*** Opening Information shown ***
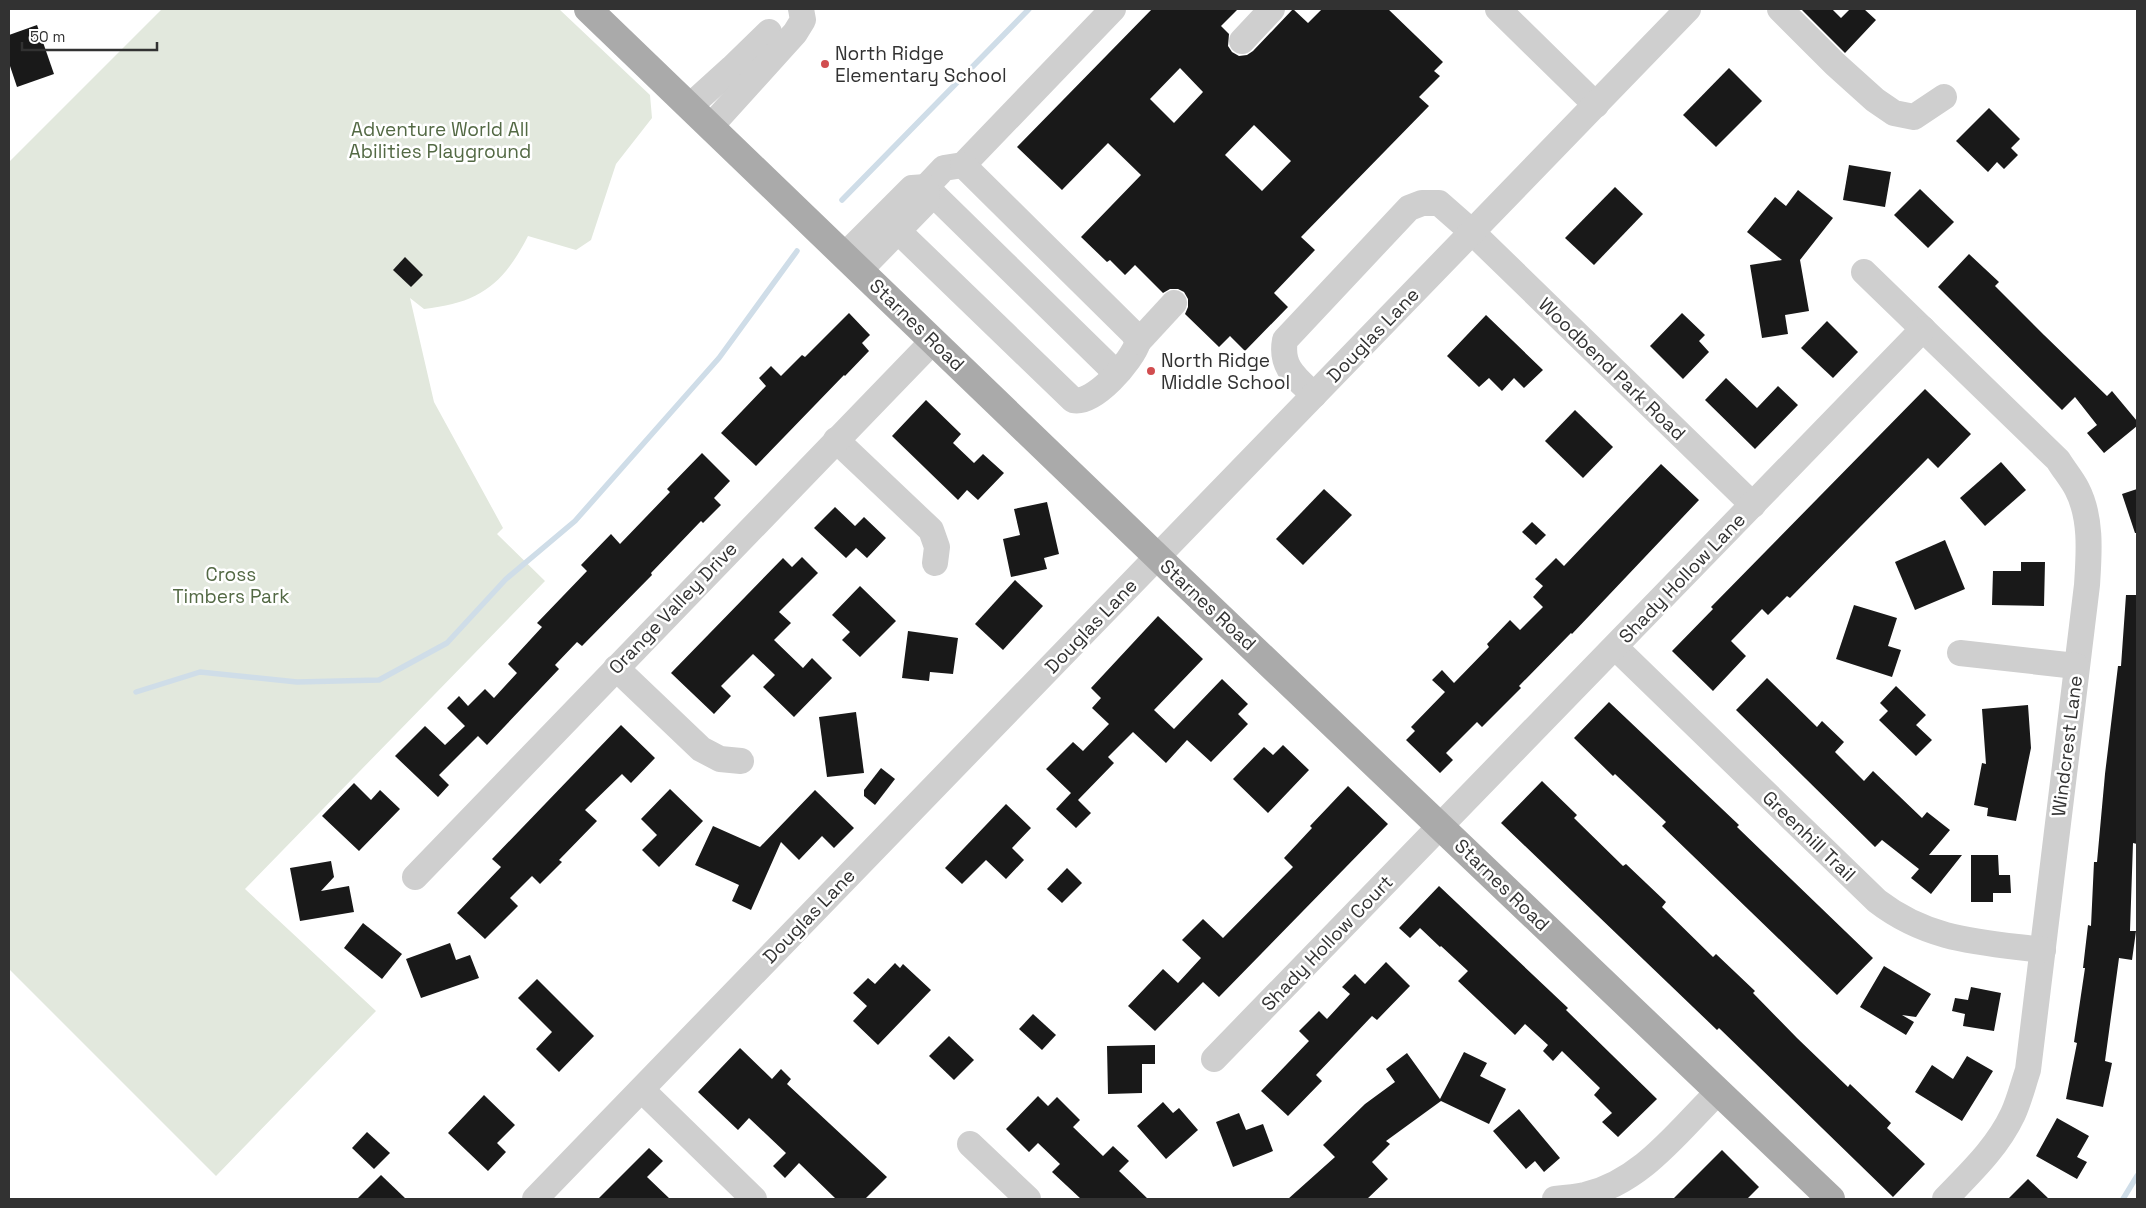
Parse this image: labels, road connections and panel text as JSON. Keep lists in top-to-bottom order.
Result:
{
  "streets": {
    "main road": ["Starnes Road"],
    "street": [
      "Douglas Lane",
      "Woodbend Park Road",
      "Shady Hollow Lane",
      "Orange Valley Drive",
      "Windcrest Lane",
      "Greenhill Trail",
      "Shady Hollow Court"
    ]
  },
  "crossings": [
    ["Starnes Road", "Douglas Lane"],
    ["Starnes Road", "Shady Hollow Lane"],
    ["Starnes Road", "Orange Valley Drive"],
    ["Starnes Road", "Shady Hollow Court"],
    ["Douglas Lane", "Woodbend Park Road"],
    ["Woodbend Park Road", "Shady Hollow Lane"],
    ["Shady Hollow Lane", "Windcrest Lane"],
    ["Shady Hollow Lane", "Greenhill Trail"],
    ["Shady Hollow Lane", "Shady Hollow Court"],
    ["Windcrest Lane", "Greenhill Trail"]
  ],
  "parks": ["Adventure World All Abilities Playground", "Cross Timbers Park"],
  "places": ["North Ridge Elementary School", "North Ridge Middle School"],
  "scale_bar": "50 m"
}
*** Closing Information shown ***
- _What you have to do_: Within the listing above, filter for lines holding the string "Starnes" and copy each one.

- _Task output_:
    "main road": ["Starnes Road"],
    ["Starnes Road", "Douglas Lane"],
    ["Starnes Road", "Shady Hollow Lane"],
    ["Starnes Road", "Orange Valley Drive"],
    ["Starnes Road", "Shady Hollow Court"],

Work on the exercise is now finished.